BEGIN DATA RECORDS

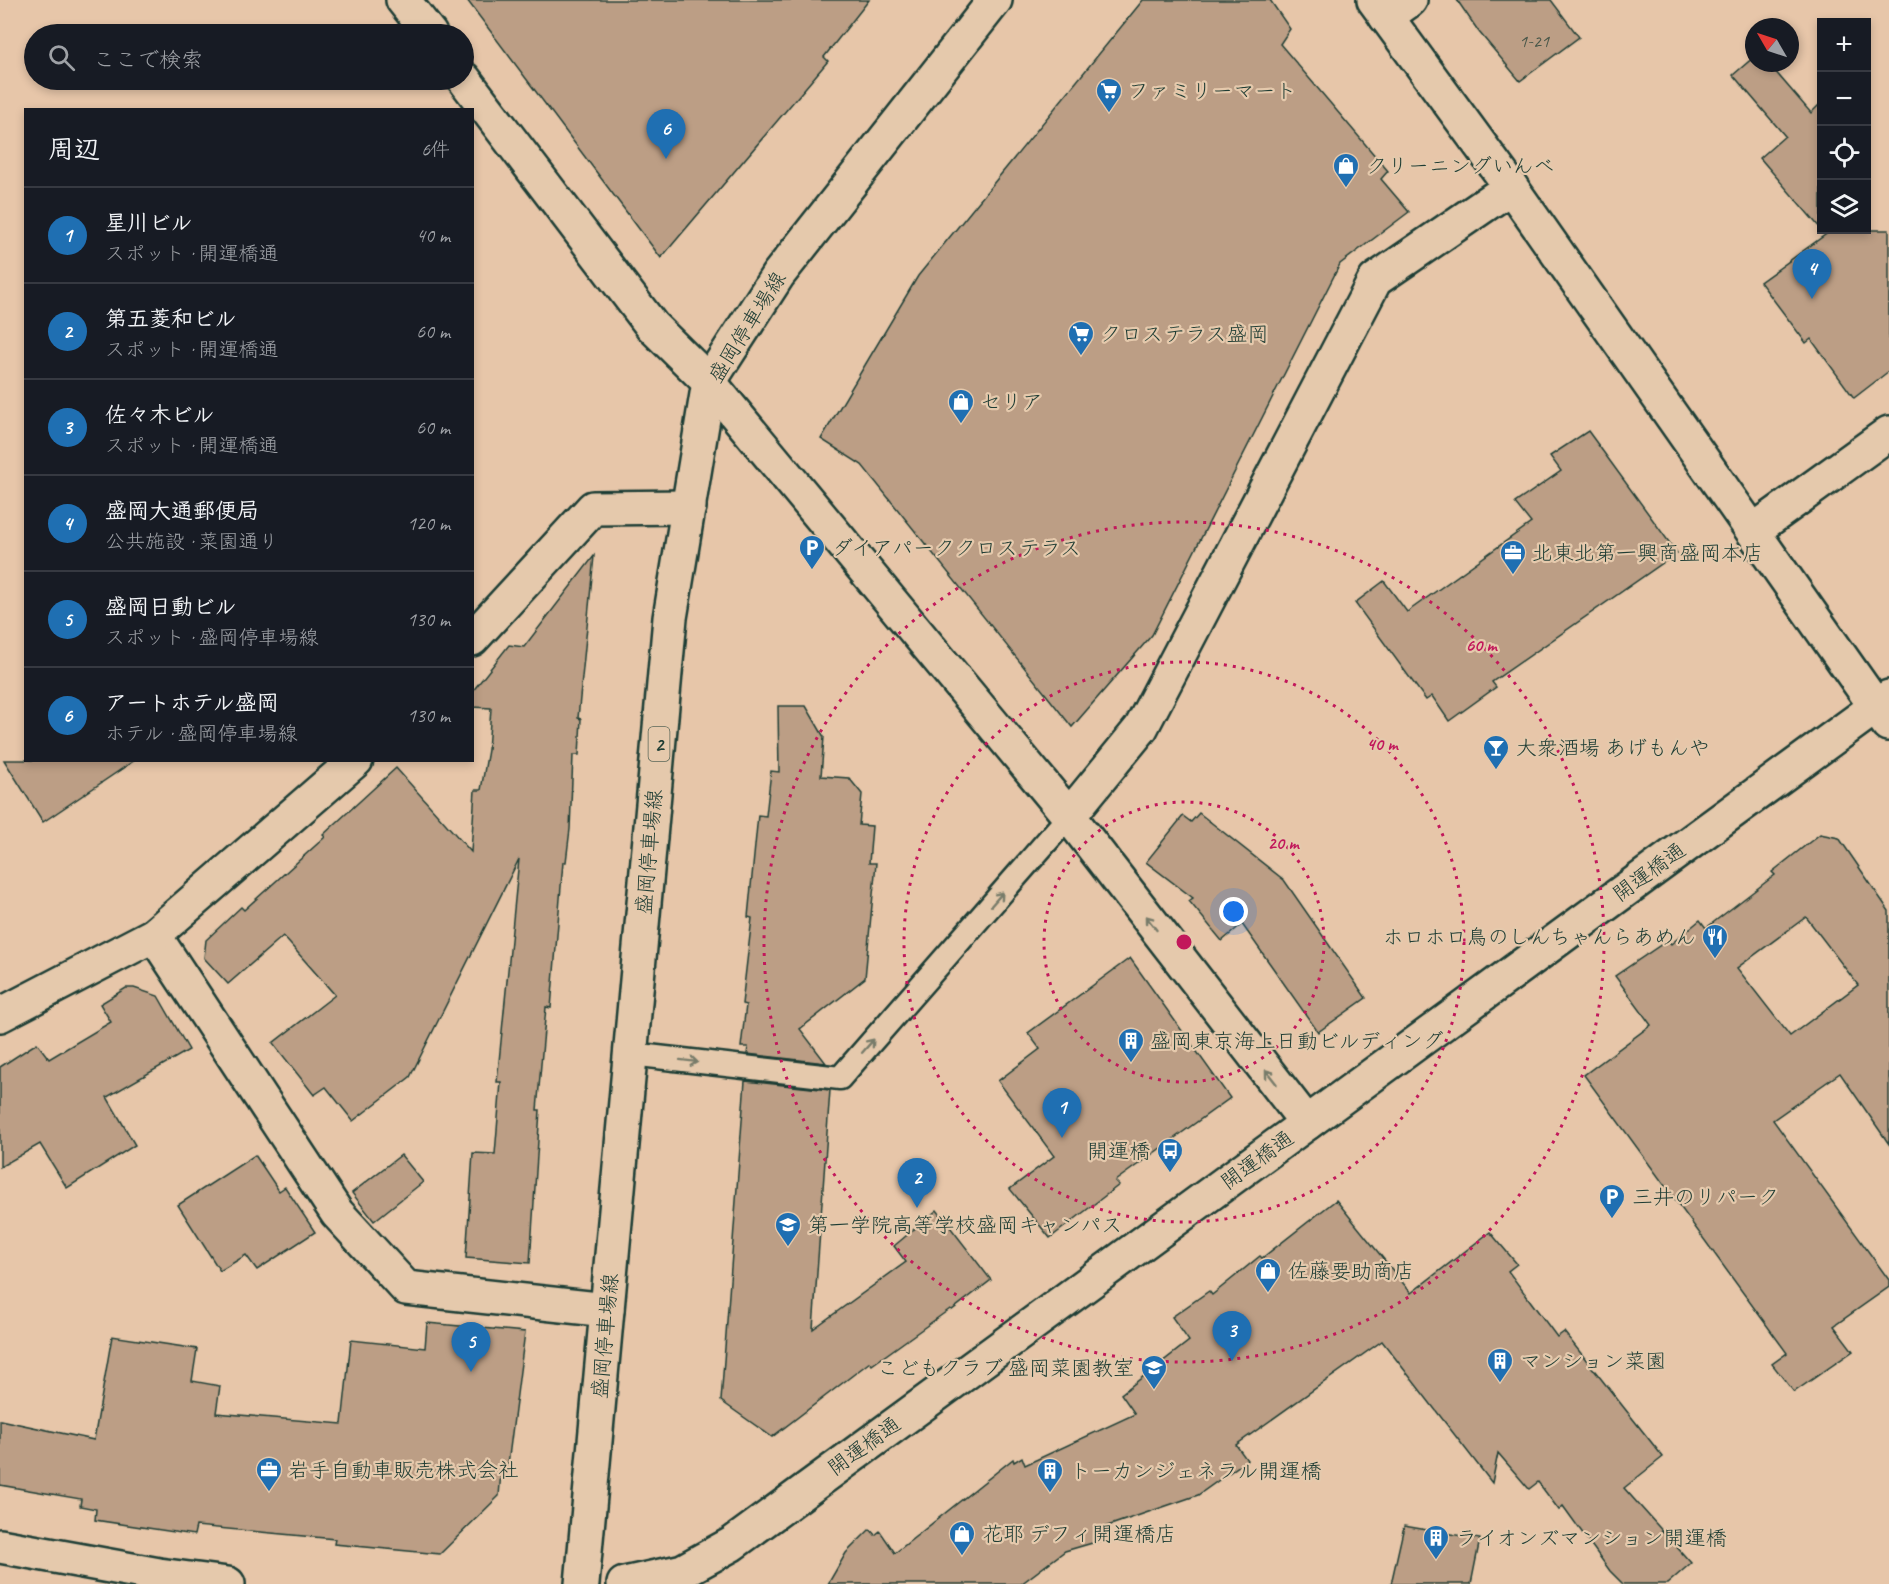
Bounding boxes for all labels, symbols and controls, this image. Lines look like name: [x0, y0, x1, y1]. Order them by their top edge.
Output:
north arrow: [1745, 18, 1799, 72]
map controls: [1817, 18, 1871, 234]
button: +: [1817, 18, 1871, 72]
search box: [24, 24, 474, 90]
house number: 1-21: [1519, 30, 1550, 52]
icon: search: [45, 41, 78, 74]
text: ここで検索: [93, 46, 203, 74]
button: −: [1817, 72, 1871, 126]
supermarket icon: ファミリーマート: [1094, 76, 1124, 114]
place label: ファミリーマート: [1128, 78, 1296, 104]
pin: 6: [646, 110, 686, 159]
button: locate: [1817, 126, 1871, 180]
text: 周辺: [48, 133, 100, 166]
text: 6件: [421, 137, 450, 162]
shop icon: クリーニングいんべ: [1331, 151, 1361, 189]
place label: クリーニングいんべ: [1366, 153, 1555, 179]
button: layers: [1817, 180, 1871, 234]
text: 星川ビル: [105, 209, 193, 237]
text: 1: [63, 223, 72, 248]
text: 40 m: [416, 223, 450, 248]
text: スポット · 開運橋通: [105, 241, 278, 266]
pin: 4: [1792, 250, 1832, 299]
street label: 盛岡停車場線: [703, 267, 791, 387]
text: 第五菱和ビル: [105, 305, 237, 333]
text: 2: [63, 319, 72, 344]
text: 60 m: [416, 319, 450, 344]
supermarket icon: クロステラス盛岡: [1066, 319, 1096, 357]
place label: クロステラス盛岡: [1100, 321, 1268, 347]
text: スポット · 開運橋通: [105, 337, 278, 362]
shop icon: セリア: [946, 387, 976, 425]
place label: セリア: [980, 389, 1043, 415]
text: 佐々木ビル: [105, 401, 215, 429]
text: 3: [63, 415, 72, 440]
text: 60 m: [416, 415, 450, 440]
text: スポット · 開運橋通: [105, 433, 278, 458]
text: 盛岡大通郵便局: [105, 497, 259, 525]
text: 4: [63, 511, 72, 536]
text: 120 m: [407, 511, 450, 536]
text: 公共施設 · 菜園通り: [105, 529, 278, 554]
parking icon: ダイアパーククロステラス: [797, 533, 827, 571]
place label: ダイアパーククロステラス: [832, 535, 1081, 561]
office icon: 北東北第一興商盛岡本店: [1498, 538, 1528, 576]
place label: 北東北第一興商盛岡本店: [1532, 540, 1763, 566]
text: 盛岡日動ビル: [105, 593, 237, 621]
text: 5: [63, 607, 72, 632]
text: 130 m: [407, 607, 450, 632]
text: スポット · 盛岡停車場線: [105, 625, 318, 650]
text: 60 m: [1465, 634, 1498, 656]
text: アートホテル盛岡: [105, 689, 279, 717]
text: 6: [63, 703, 72, 728]
text: 130 m: [407, 703, 450, 728]
text: ホテル · 盛岡停車場線: [105, 721, 298, 746]
road number: 2: [648, 727, 670, 761]
text: 40 m: [1367, 733, 1399, 755]
bar icon: 大衆酒場 あげもんや: [1481, 733, 1511, 771]
place label: 大衆酒場 あげもんや: [1516, 735, 1710, 761]
street label: 盛岡停車場線: [631, 788, 667, 916]
text: 20 m: [1268, 832, 1300, 854]
street label: 開運橋通: [1607, 837, 1691, 907]
one-way arrow: [990, 892, 1004, 907]
your location: [1219, 897, 1248, 926]
one-way arrow: [1145, 915, 1158, 931]
restaurant icon: ホロホロ鳥のしんちゃんらあめん: [1700, 922, 1730, 960]
place label: ホロホロ鳥のしんちゃんらあめん: [1383, 924, 1696, 950]
centre of rings: [1174, 932, 1194, 952]
building icon: 盛岡東京海上日動ビルディング: [1116, 1026, 1146, 1064]
place label: 盛岡東京海上日動ビルディング: [1150, 1028, 1444, 1054]
one-way arrow: [861, 1039, 875, 1054]
one-way arrow: [679, 1055, 698, 1066]
one-way arrow: [1264, 1069, 1277, 1085]
pin: 1: [1042, 1088, 1082, 1138]
street label: 開運橋通: [1215, 1125, 1299, 1195]
bus stop icon: 開運橋: [1155, 1136, 1185, 1174]
place label: 開運橋: [1087, 1138, 1150, 1164]
pin: 2: [898, 1158, 936, 1208]
parking icon: 三井のリパーク: [1597, 1182, 1627, 1220]
place label: 三井のリパーク: [1632, 1184, 1779, 1210]
school or university icon: 第一学院高等学校盛岡キャンパス: [773, 1210, 803, 1248]
place label: 第一学院高等学校盛岡キャンパス: [808, 1212, 1122, 1238]
shop icon: 佐藤要助商店: [1253, 1256, 1283, 1294]
place label: 佐藤要助商店: [1288, 1258, 1414, 1284]
street label: 盛岡停車場線: [587, 1272, 623, 1400]
pin: 3: [1212, 1312, 1252, 1361]
pin: 5: [452, 1322, 490, 1372]
building icon: マンション菜園: [1485, 1346, 1515, 1384]
place label: マンション菜園: [1520, 1348, 1666, 1374]
school or university icon: こどもクラブ 盛岡菜園教室: [1139, 1353, 1169, 1391]
place label: こどもクラブ 盛岡菜園教室: [877, 1355, 1134, 1381]
street label: 開運橋通: [822, 1411, 906, 1481]
office icon: 岩手自動車販売株式会社: [254, 1455, 284, 1493]
building icon: トーカンジェネラル開運橋: [1035, 1456, 1065, 1494]
place label: 岩手自動車販売株式会社: [288, 1457, 519, 1483]
place label: トーカンジェネラル開運橋: [1070, 1458, 1321, 1484]
shop icon: 花耶 デフィ開運橋店: [947, 1519, 977, 1557]
place label: 花耶 デフィ開運橋店: [982, 1521, 1176, 1547]
building icon: ライオンズマンション開運橋: [1421, 1523, 1451, 1561]
place label: ライオンズマンション開運橋: [1456, 1525, 1726, 1551]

END DATA RECORDS

## ABOUT THIS EXERCISE:
Your job is to transcribe the entries above exactly; skip the pictures.

## REPLY TO THE TASK:
Bounding boxes for all labels, symbols and controls, this image. Lines look like name: [x0, y0, x1, y1]. Order them by their top edge.
Output:
north arrow: [1745, 18, 1799, 72]
map controls: [1817, 18, 1871, 234]
button: +: [1817, 18, 1871, 72]
search box: [24, 24, 474, 90]
house number: 1-21: [1519, 30, 1550, 52]
icon: search: [45, 41, 78, 74]
text: ここで検索: [93, 46, 203, 74]
button: −: [1817, 72, 1871, 126]
supermarket icon: ファミリーマート: [1094, 76, 1124, 114]
place label: ファミリーマート: [1128, 78, 1296, 104]
pin: 6: [646, 110, 686, 159]
button: locate: [1817, 126, 1871, 180]
text: 周辺: [48, 133, 100, 166]
text: 6件: [421, 137, 450, 162]
shop icon: クリーニングいんべ: [1331, 151, 1361, 189]
place label: クリーニングいんべ: [1366, 153, 1555, 179]
button: layers: [1817, 180, 1871, 234]
text: 星川ビル: [105, 209, 193, 237]
text: 1: [63, 223, 72, 248]
text: 40 m: [416, 223, 450, 248]
text: スポット · 開運橋通: [105, 241, 278, 266]
pin: 4: [1792, 250, 1832, 299]
street label: 盛岡停車場線: [703, 267, 791, 387]
text: 第五菱和ビル: [105, 305, 237, 333]
text: 2: [63, 319, 72, 344]
text: 60 m: [416, 319, 450, 344]
supermarket icon: クロステラス盛岡: [1066, 319, 1096, 357]
place label: クロステラス盛岡: [1100, 321, 1268, 347]
text: スポット · 開運橋通: [105, 337, 278, 362]
shop icon: セリア: [946, 387, 976, 425]
place label: セリア: [980, 389, 1043, 415]
text: 佐々木ビル: [105, 401, 215, 429]
text: 3: [63, 415, 72, 440]
text: 60 m: [416, 415, 450, 440]
text: スポット · 開運橋通: [105, 433, 278, 458]
text: 盛岡大通郵便局: [105, 497, 259, 525]
text: 4: [63, 511, 72, 536]
text: 120 m: [407, 511, 450, 536]
text: 公共施設 · 菜園通り: [105, 529, 278, 554]
parking icon: ダイアパーククロステラス: [797, 533, 827, 571]
place label: ダイアパーククロステラス: [832, 535, 1081, 561]
office icon: 北東北第一興商盛岡本店: [1498, 538, 1528, 576]
place label: 北東北第一興商盛岡本店: [1532, 540, 1763, 566]
text: 盛岡日動ビル: [105, 593, 237, 621]
text: 5: [63, 607, 72, 632]
text: 130 m: [407, 607, 450, 632]
text: スポット · 盛岡停車場線: [105, 625, 318, 650]
text: 60 m: [1465, 634, 1498, 656]
text: アートホテル盛岡: [105, 689, 279, 717]
text: 6: [63, 703, 72, 728]
text: 130 m: [407, 703, 450, 728]
text: ホテル · 盛岡停車場線: [105, 721, 298, 746]
road number: 2: [648, 727, 670, 761]
text: 40 m: [1367, 733, 1399, 755]
bar icon: 大衆酒場 あげもんや: [1481, 733, 1511, 771]
place label: 大衆酒場 あげもんや: [1516, 735, 1710, 761]
street label: 盛岡停車場線: [631, 788, 667, 916]
text: 20 m: [1268, 832, 1300, 854]
street label: 開運橋通: [1607, 837, 1691, 907]
one-way arrow: [990, 892, 1004, 907]
your location: [1219, 897, 1248, 926]
one-way arrow: [1145, 915, 1158, 931]
restaurant icon: ホロホロ鳥のしんちゃんらあめん: [1700, 922, 1730, 960]
place label: ホロホロ鳥のしんちゃんらあめん: [1383, 924, 1696, 950]
centre of rings: [1174, 932, 1194, 952]
building icon: 盛岡東京海上日動ビルディング: [1116, 1026, 1146, 1064]
place label: 盛岡東京海上日動ビルディング: [1150, 1028, 1444, 1054]
one-way arrow: [861, 1039, 875, 1054]
one-way arrow: [679, 1055, 698, 1066]
one-way arrow: [1264, 1069, 1277, 1085]
pin: 1: [1042, 1088, 1082, 1138]
street label: 開運橋通: [1215, 1125, 1299, 1195]
bus stop icon: 開運橋: [1155, 1136, 1185, 1174]
place label: 開運橋: [1087, 1138, 1150, 1164]
pin: 2: [898, 1158, 936, 1208]
parking icon: 三井のリパーク: [1597, 1182, 1627, 1220]
place label: 三井のリパーク: [1632, 1184, 1779, 1210]
school or university icon: 第一学院高等学校盛岡キャンパス: [773, 1210, 803, 1248]
place label: 第一学院高等学校盛岡キャンパス: [808, 1212, 1122, 1238]
shop icon: 佐藤要助商店: [1253, 1256, 1283, 1294]
place label: 佐藤要助商店: [1288, 1258, 1414, 1284]
street label: 盛岡停車場線: [587, 1272, 623, 1400]
pin: 3: [1212, 1312, 1252, 1361]
pin: 5: [452, 1322, 490, 1372]
building icon: マンション菜園: [1485, 1346, 1515, 1384]
place label: マンション菜園: [1520, 1348, 1666, 1374]
school or university icon: こどもクラブ 盛岡菜園教室: [1139, 1353, 1169, 1391]
place label: こどもクラブ 盛岡菜園教室: [877, 1355, 1134, 1381]
street label: 開運橋通: [822, 1411, 906, 1481]
office icon: 岩手自動車販売株式会社: [254, 1455, 284, 1493]
building icon: トーカンジェネラル開運橋: [1035, 1456, 1065, 1494]
place label: 岩手自動車販売株式会社: [288, 1457, 519, 1483]
place label: トーカンジェネラル開運橋: [1070, 1458, 1321, 1484]
shop icon: 花耶 デフィ開運橋店: [947, 1519, 977, 1557]
place label: 花耶 デフィ開運橋店: [982, 1521, 1176, 1547]
building icon: ライオンズマンション開運橋: [1421, 1523, 1451, 1561]
place label: ライオンズマンション開運橋: [1456, 1525, 1726, 1551]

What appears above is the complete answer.